Biden foi acolhido com o alívio de quantos esperam ver a América regressar a uma certa forma de “business as usual”. A maioria anseia ter uns EUA previsíveis na sua postura, face às grandes questões mundiais, ao invés dos humores cíclicos de uma figura, que oscilava entre o caricato e o irresponsável.

Dito isto, convém nunca esquecer que um Presidente americano é, essencialmente, um Presidente dos americanos e dos seus interesses – e esses interesses nem sempre coincidem com os dos outros. Por isso, para além da simpatia e da expetativa amável, o mundo vai ter de se confrontar, adaptando-se ou não, a uma nova ordem que aí virá. E os EUA, podendo conversar com os seus aliados, habituaram-nos já a não pactar as suas grandes decisões estratégicas.

No campo internacional, já se começaram a perceber algumas coisas essenciais.

Desde logo, que a China é o inimigo estratégico e que os EUA tudo farão para coligar, à sua volta, o conjunto de vontades que possa ajudar a isolar o poder de Pequim. Tendo criado a noção, provavelmente certa, de que, no tempo de Trump, a América perdeu tempo, que a China utilizou para reforçar o seu poderio e capacidade de afirmação, Biden não quer desperdiçar a oportunidade de se colocar, muito rapidamente, à frente dos aliados asiáticos da América, na resistência à nova assertividade chinesa. Quando utiliza, cada vez mais, a expressão “indo-pacífico”, Washington assinala querer cooptar para esse seu esforço o parceiro essencial que é a Índia. É por aqui que, tudo o indica, vai passar o esforço político, diplomático e militar, que estará no centro da administração Biden.

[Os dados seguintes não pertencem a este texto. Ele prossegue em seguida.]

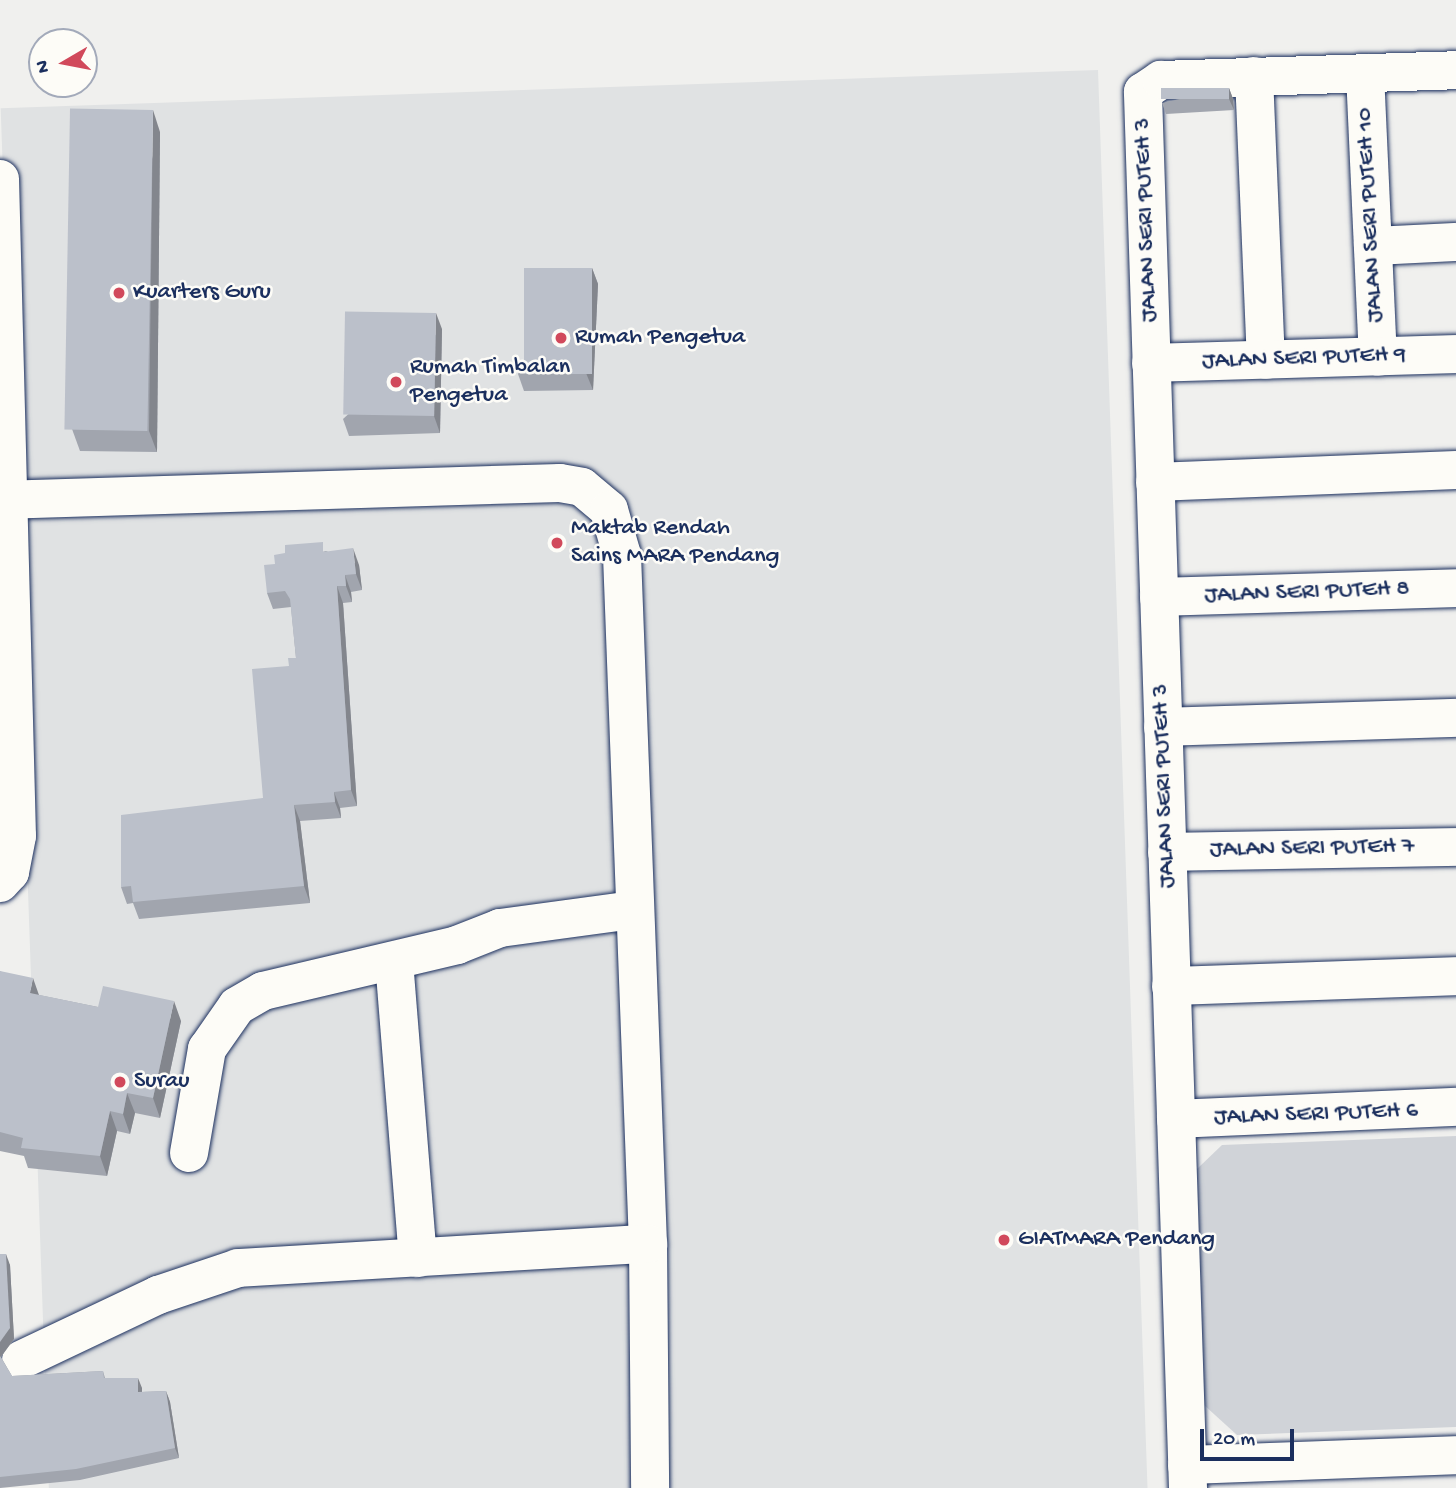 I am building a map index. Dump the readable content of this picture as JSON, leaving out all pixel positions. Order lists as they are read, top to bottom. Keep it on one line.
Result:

Deixar de ter “boots on the ground” (botas no chão) é também, há muito, um objetivo tendencial de Washington. As memórias do Vietname ou do Iraque não fazem parte de um património afetivo do imaginário americano, ao contrário da Segunda Guerra Mundial.

As ameaças aos adversários são feitas, cada vez mais, de outra forma e Biden – como já tinha acontecido com Obama e mesmo com Trump – pretende corresponder à vontade, que se sabe muito expressiva, da opinião pública americana de ter o mínimo possível de tropas no exterior, em especial em zonas de risco efetivo ou potencial. A confirmação da decisão de sair do Afeganistão, que se soma ao continuado “desengajamento” no Médio Oriente, vai nesse sentido. Isso compensará, com certeza, a necessidade de presença em outros teatros simbólicos, como a Alemanha ou a Coreia do Sul.

Interessante, neste desenho estratégico, é, contudo, a conflitualidade – que quase parece estimulada – com a Rússia. Onde Trump mostrava tibieza e até uma estranha cumplicidade, Biden faz renascer aquilo que foi a linguagem mais jingoísta do tempo de Obama. O regresso da Ucrânia à primeira linha de alguma mobilização, retórica e não só, acarreta, contudo, consequências que não são despiciendas para a própria unidade das vontades europeias. Sabemos bem que, no seio da União Europeia, o discurso face à Rússia não é necessariamente unívoco. A questão do gasoduto Nordstream 2, que é uma obsessão estratégica americana, é, por exemplo, um problema sério de decisão para uma Alemanha que atravessa um complexo ano eleitoral. Mas há bastante mais.

Ainda na Europa, e tendo começado por sossegar os seus aliados quanto à continuidade do seu interesse na NATO, os Estados Unidos irão, quase como contrapartida, forçar uma maior clareza face à questão chinesa. A ausência do Reino Unido no processo de debate intraeuropeu neste domínio não facilita as coisas para Washington, mas este promete ser um tempo nada fácil em Bruxelas.

Trump deu à Europa muitas dores de cabeça? Biden vai-nos colocar equações bem complicadas para resolver. Vão ver!